World’s largest democracy has a right to conduct healthy debates
Linkages of history and dates can create complexities at times. Consider tomorrow, 31 October. The day commemorates the birth anniversary of Sardar Vallabhbhai Patel, the architect of modern India, as well as the death anniversary of Indira Gandhi, India’s Iron Lady. Those politicians or politically motivated people who make half-baked pronouncements about the nation’s historical figures do it to kindle controversy and keep their selfish interests relevant. This is doing great injustice to the established norms of history.
Let us begin with Patel.
All kinds of theories are being propagated about Sardar Vallabhbhai Patel these days. If some people are busy declaring that his greatness surpassed that of Jawaharlal Nehru, others object to any such claim. Those who term a few disagreements between Nehru and Patel as “controversies”, should pay attention to these facts. Till the beginning of 1947, the roles of Nehru, Patel and many other leaders in the Independence struggle weren’t very different from each other. They had a common enemy and a similar style of fighting it. They were the leading lights of a movement which had been created with the blood and sweat of the common people. When they gave up lucrative careers to participate in the freedom struggle, they had no idea whether they would succeed in their lifetime. Mahatma Gandhi was their supreme leader by consensus and despite some differences of opinion, the Congress had been successful in finding common ground.

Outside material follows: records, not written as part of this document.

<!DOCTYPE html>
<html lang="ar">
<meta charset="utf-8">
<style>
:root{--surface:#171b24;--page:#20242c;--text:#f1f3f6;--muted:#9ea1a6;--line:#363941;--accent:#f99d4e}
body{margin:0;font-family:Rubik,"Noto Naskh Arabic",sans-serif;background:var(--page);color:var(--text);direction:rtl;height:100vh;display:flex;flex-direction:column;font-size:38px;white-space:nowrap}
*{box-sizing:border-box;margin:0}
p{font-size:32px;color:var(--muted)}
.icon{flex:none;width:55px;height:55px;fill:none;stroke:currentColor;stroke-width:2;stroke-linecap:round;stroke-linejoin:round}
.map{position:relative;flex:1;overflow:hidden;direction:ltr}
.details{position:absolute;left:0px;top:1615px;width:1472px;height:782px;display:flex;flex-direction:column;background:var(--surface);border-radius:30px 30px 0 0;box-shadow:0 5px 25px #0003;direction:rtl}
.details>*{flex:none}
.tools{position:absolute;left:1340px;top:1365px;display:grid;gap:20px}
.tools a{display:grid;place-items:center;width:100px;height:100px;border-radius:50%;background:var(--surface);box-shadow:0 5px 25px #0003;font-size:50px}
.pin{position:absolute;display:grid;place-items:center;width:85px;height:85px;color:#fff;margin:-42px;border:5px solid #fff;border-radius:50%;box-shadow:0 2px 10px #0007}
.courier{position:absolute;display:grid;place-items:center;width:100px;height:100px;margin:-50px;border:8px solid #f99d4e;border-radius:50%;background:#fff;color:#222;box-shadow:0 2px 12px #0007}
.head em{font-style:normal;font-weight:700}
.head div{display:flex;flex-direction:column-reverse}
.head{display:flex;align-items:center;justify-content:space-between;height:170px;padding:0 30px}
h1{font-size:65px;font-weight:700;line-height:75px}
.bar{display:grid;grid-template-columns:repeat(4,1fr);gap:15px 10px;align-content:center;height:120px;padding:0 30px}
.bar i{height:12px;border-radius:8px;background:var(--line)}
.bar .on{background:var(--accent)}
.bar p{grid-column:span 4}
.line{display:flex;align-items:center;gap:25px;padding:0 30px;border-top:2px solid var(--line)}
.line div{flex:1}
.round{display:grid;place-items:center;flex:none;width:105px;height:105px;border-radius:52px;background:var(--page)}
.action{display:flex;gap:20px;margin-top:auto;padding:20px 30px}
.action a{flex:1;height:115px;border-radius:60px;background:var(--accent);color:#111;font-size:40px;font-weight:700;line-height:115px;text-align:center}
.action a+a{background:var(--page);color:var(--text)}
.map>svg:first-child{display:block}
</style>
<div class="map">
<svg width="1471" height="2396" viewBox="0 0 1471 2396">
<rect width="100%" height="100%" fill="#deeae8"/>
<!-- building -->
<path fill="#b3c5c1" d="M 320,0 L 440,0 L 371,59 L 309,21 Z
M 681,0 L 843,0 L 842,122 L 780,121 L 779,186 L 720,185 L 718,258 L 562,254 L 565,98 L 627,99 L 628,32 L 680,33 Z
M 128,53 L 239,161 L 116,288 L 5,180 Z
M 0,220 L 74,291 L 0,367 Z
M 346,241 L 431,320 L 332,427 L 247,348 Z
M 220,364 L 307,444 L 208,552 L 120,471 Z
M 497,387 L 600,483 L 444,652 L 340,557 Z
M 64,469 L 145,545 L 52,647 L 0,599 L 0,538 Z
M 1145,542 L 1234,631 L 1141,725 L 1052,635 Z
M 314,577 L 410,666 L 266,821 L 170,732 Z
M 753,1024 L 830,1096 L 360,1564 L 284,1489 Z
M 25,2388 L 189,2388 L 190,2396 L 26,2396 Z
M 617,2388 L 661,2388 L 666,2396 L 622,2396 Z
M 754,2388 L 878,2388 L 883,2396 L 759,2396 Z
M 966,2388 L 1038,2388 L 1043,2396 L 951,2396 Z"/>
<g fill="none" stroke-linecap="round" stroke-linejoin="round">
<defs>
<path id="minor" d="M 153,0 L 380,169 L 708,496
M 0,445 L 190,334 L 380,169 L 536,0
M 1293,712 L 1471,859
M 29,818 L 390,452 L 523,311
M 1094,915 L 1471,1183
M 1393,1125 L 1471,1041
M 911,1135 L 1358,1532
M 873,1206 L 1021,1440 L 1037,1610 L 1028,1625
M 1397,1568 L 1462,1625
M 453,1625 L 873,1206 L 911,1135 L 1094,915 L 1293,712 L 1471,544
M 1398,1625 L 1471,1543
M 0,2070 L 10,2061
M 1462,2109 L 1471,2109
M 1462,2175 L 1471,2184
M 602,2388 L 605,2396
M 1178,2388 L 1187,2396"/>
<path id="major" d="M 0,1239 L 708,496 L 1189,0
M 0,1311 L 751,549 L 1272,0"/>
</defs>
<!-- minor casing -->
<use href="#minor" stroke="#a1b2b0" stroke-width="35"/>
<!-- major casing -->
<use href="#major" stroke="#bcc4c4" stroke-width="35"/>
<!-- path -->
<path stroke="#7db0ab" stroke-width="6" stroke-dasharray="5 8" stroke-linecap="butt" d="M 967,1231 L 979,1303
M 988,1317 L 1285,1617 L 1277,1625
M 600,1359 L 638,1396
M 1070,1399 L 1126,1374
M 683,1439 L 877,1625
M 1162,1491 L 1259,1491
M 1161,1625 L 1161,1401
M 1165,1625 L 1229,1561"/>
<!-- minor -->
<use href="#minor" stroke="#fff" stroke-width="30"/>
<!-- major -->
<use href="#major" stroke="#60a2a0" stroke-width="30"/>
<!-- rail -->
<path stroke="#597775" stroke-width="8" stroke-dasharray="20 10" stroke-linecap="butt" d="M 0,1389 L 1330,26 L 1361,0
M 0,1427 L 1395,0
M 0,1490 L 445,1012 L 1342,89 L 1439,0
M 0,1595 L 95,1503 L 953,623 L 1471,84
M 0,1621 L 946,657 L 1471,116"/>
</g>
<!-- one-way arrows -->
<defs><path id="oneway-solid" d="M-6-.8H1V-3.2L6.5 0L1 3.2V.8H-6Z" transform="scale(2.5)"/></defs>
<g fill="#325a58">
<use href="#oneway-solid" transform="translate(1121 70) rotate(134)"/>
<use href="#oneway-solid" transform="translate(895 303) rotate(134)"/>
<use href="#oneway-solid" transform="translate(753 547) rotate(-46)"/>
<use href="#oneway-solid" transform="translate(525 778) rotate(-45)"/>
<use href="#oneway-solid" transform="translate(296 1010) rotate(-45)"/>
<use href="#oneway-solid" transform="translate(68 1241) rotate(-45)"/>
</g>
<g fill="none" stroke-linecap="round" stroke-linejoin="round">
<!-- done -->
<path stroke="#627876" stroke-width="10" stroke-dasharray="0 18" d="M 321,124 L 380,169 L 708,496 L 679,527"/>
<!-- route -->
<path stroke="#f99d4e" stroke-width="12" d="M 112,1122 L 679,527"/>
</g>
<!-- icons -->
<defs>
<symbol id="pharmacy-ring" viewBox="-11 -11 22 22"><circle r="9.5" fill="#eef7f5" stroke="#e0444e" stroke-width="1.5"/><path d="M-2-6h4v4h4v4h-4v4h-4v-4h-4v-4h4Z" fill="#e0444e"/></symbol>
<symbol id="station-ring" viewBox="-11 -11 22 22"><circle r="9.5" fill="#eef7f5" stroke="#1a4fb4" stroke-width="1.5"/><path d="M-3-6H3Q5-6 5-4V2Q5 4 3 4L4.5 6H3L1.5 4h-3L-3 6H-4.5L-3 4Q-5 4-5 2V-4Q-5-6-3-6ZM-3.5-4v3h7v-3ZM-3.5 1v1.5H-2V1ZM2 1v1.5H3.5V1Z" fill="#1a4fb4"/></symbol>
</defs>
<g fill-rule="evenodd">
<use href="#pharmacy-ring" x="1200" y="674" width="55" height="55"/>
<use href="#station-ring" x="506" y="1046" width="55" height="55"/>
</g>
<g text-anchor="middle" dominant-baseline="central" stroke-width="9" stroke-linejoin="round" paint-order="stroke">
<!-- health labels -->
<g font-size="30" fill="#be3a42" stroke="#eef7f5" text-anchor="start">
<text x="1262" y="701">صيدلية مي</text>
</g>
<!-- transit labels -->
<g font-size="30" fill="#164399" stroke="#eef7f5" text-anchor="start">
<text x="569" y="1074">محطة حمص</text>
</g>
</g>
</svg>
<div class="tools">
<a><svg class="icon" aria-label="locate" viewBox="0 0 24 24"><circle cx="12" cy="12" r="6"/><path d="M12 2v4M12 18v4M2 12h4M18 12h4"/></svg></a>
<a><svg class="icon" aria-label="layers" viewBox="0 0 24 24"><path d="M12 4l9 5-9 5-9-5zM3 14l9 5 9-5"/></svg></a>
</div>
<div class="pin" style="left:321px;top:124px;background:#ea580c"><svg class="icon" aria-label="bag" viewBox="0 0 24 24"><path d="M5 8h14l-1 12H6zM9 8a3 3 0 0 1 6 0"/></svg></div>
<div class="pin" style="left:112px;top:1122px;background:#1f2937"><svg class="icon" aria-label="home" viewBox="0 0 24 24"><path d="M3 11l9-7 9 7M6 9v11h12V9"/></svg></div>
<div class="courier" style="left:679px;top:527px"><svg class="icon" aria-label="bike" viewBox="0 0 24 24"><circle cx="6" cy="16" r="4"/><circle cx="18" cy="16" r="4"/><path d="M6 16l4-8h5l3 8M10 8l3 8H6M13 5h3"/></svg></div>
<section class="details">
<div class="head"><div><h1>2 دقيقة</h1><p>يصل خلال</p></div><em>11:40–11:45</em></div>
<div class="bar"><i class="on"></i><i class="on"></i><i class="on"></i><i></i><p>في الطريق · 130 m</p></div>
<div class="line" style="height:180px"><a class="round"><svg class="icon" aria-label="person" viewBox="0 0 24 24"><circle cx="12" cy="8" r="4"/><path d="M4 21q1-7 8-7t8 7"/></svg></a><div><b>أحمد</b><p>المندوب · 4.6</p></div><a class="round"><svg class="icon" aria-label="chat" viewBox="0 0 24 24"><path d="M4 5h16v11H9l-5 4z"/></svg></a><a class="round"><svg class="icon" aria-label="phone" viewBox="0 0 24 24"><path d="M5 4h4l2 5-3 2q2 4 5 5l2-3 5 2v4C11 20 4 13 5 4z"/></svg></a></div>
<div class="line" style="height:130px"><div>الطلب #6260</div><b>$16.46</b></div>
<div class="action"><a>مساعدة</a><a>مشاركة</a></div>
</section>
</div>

But the circumstances changed by August.
An emerging democracy needed a prime minister and a council of ministers. From those who were fighting a common foe till yesterday shoulder to shoulder, one person had to take the lead and the others had to support him as colleagues. Had it been Patel or Rajagopalachari, or someone else in the place of Nehru, only the characters would have changed and the plot of the story still remained the same. Unlike the culture of sycophancy which prevails today, those were the days of political camaraderie.
That’s why, if we find some correspondence between Nehru and Patel about a few disagreements, we also find mutual respect and attempts at arriving at an agreement. It was later that the politics of dynastic rule and the personality cult took over. Isn’t it admirable that despite the disagreements between these two giants, our first ever government managed not just to unite the country, but also create some great institutions? These are the institutions and traditions which are safeguarding our democracy even today.
Indira Gandhi was a product of dynastic rule. As time went by, she strengthened the tradition of “I am the only one and there’s no alternative” in Indian politics. In 1975, Indira declared Emergency, but this doesn’t take away from her contributions to the strengthening of India. Through Sikkim’s merger with India and the carving up of Pakistan, she proved that she was second to none when it came to expanding our international territory and matters of national security. Just these two achievements are enough to make her immortal, although she has a number of other feats to her credit.
If Patel had unified the country, then Nehru had ended the exploitative Zamindari system. By abolishing privy purses, Indira Gandhi bid adieu to the era of princely states and kingdoms forever.
Who says Indira Gandhi was undemocratic?
She carried out a number of projects which were beneficial for the rights of the common man. Therefore, despite the Emergency and Operation Blue Star, she proved to be a popular leader. Those who’ve seen people from across the country shed tears after her brutal assassination on 31 October 1984, will agree with me.
If I were to call Patel the creator of Modern India and Indira Gandhi the creator of present-day India, certain people may object. But it is a fact that no other prime minister except Indira Gandhi has managed to either expand India’s territory or engineer a division in our arch-rival Pakistan.
And as far as the controversies are concerned, I won’t take offence. The world’s largest democracy has a right to conduct healthy debates. It only becomes painful when people begin to make personal remarks. Not only does the dirt of hollow logic diminish the dignity of our predecessors, it also pollutes the minds of future generations.
To guard against this, we need not analyse Patel or Indira Gandhi but look within to introspect. What can be a better day to do this than 31 October?
Shashi Shekhar is editor-in-chief, Hindustan.